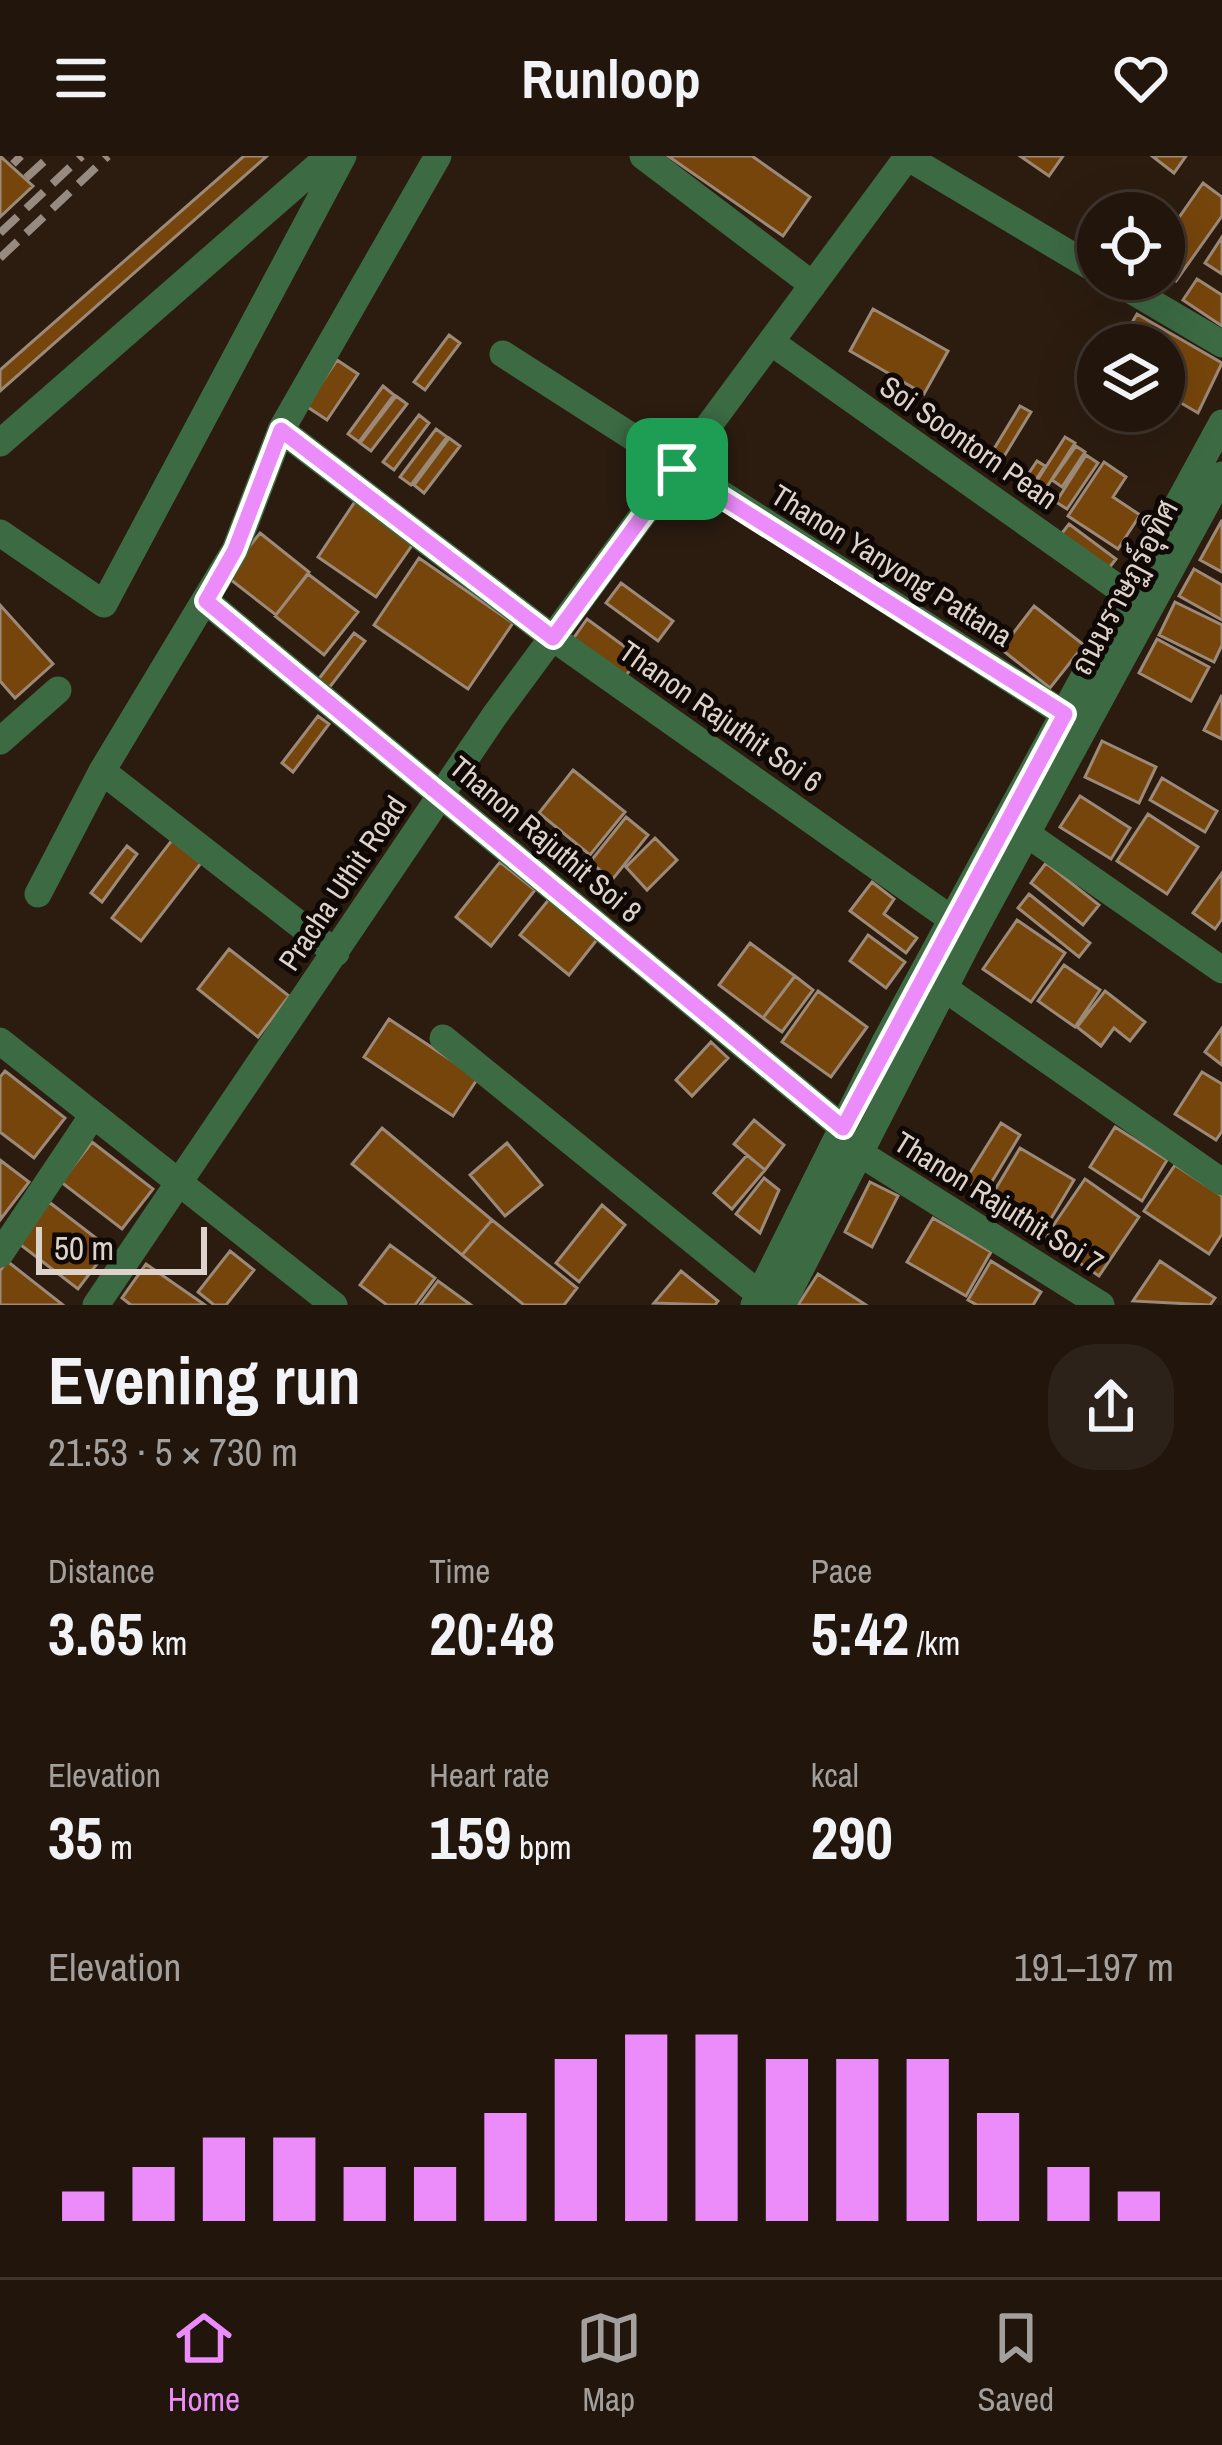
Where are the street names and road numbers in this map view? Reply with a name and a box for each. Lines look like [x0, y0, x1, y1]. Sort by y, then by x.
street label: Soi Soontorn Pean [872, 366, 1066, 518]
street label: Thanon Yanyong Pattana [764, 475, 1020, 655]
street label: ถนนราษฏร์อุทิศ [1061, 492, 1189, 683]
street label: Thanon Rajuthit Soi 6 [611, 631, 831, 801]
street label: Thanon Rajuthit Soi 8 [441, 747, 651, 931]
street label: Pracha Uthit Road [269, 788, 415, 978]
street label: Thanon Rajuthit Soi 7 [887, 1122, 1111, 1282]

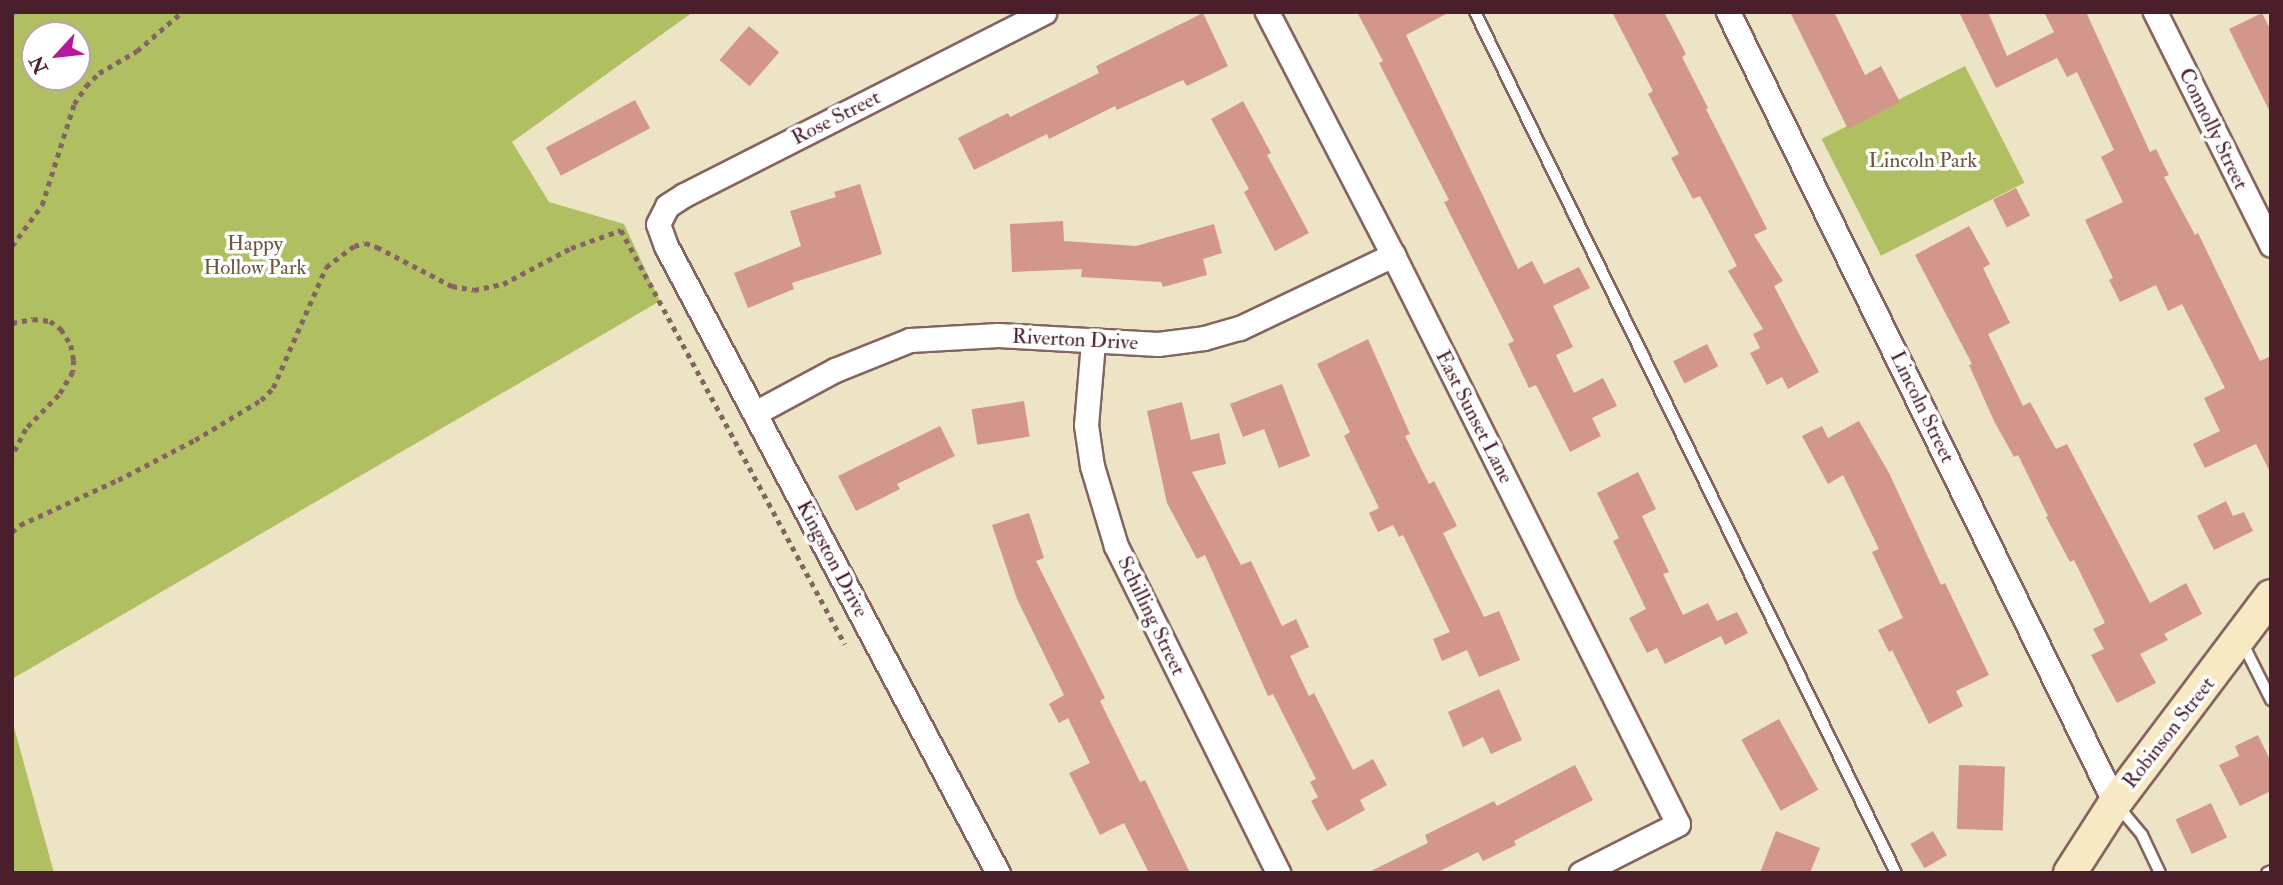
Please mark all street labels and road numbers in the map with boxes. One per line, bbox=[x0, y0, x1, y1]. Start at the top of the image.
street label: Connolly Street bbox=[2173, 64, 2253, 194]
street label: Rose Street bbox=[788, 85, 884, 151]
street label: Riverton Drive bbox=[1011, 324, 1139, 356]
street label: East Sunset Lane bbox=[1430, 346, 1518, 488]
street label: Lincoln Street bbox=[1884, 347, 1960, 467]
street label: Kingston Drive bbox=[791, 496, 873, 622]
street label: Schilling Street bbox=[1111, 552, 1191, 680]
street label: Robinson Street bbox=[2118, 672, 2220, 794]

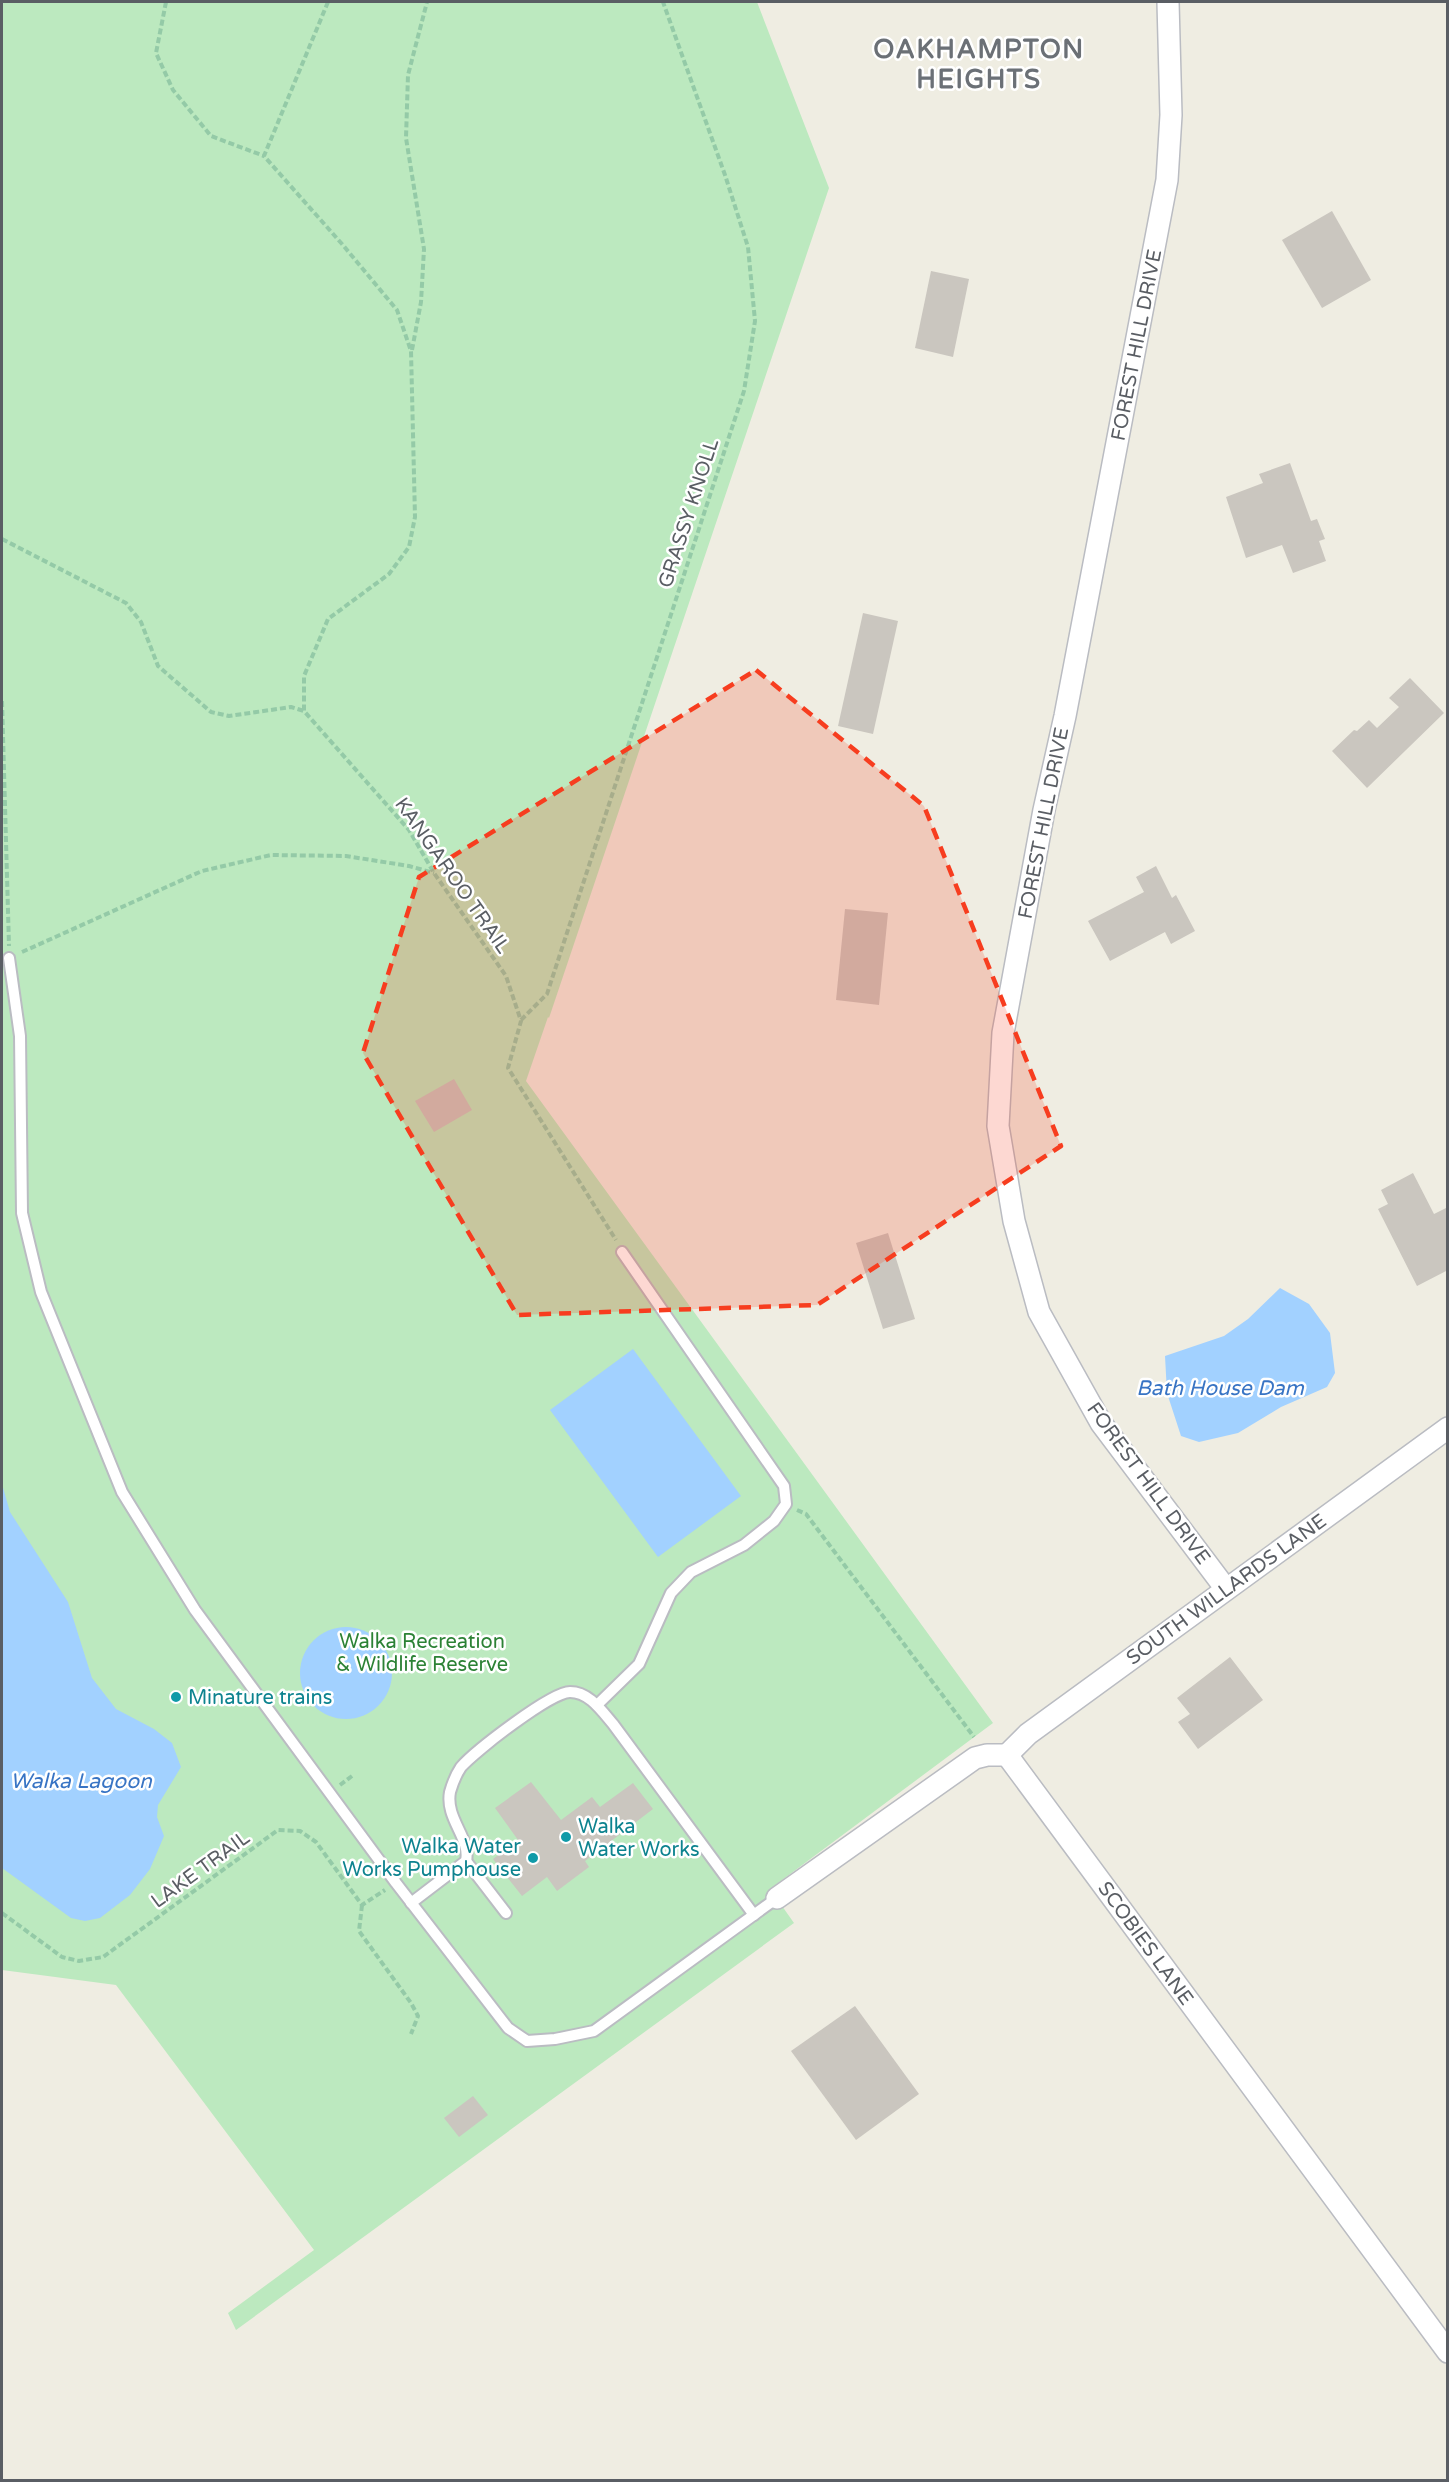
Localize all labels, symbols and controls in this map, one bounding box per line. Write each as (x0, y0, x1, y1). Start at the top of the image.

────────────────────────────────────────

**PROBLEM**
Every record above must be copied exactly; none of the pictures belong in the copy.

**ANSWER SPACE**
Where are the street names and road numbers in this map view? Reply with a name and a box for each. Lines look like [x0, y0, x1, y1]. Sort by y, then by x.
street label: Soi Soontorn Pean [872, 366, 1066, 518]
street label: Thanon Yanyong Pattana [764, 475, 1020, 655]
street label: ถนนราษฏร์อุทิศ [1061, 492, 1189, 683]
street label: Thanon Rajuthit Soi 6 [611, 631, 831, 801]
street label: Thanon Rajuthit Soi 8 [441, 747, 651, 931]
street label: Pracha Uthit Road [269, 788, 415, 978]
street label: Thanon Rajuthit Soi 7 [887, 1122, 1111, 1282]

Please mark all street labels and road numbers in the map with boxes. One per line, bbox=[x0, y0, x1, y1]. Start at the top of the image.
street label: Connolly Street bbox=[2173, 64, 2253, 194]
street label: Rose Street bbox=[788, 85, 884, 151]
street label: Riverton Drive bbox=[1011, 324, 1139, 356]
street label: East Sunset Lane bbox=[1430, 346, 1518, 488]
street label: Lincoln Street bbox=[1884, 347, 1960, 467]
street label: Kingston Drive bbox=[791, 496, 873, 622]
street label: Schilling Street bbox=[1111, 552, 1191, 680]
street label: Robinson Street bbox=[2118, 672, 2220, 794]

Localize all labels, symbols and controls in this map, one bounding box per line. Write each as (x0, y0, x1, y1). Start at the top of the image.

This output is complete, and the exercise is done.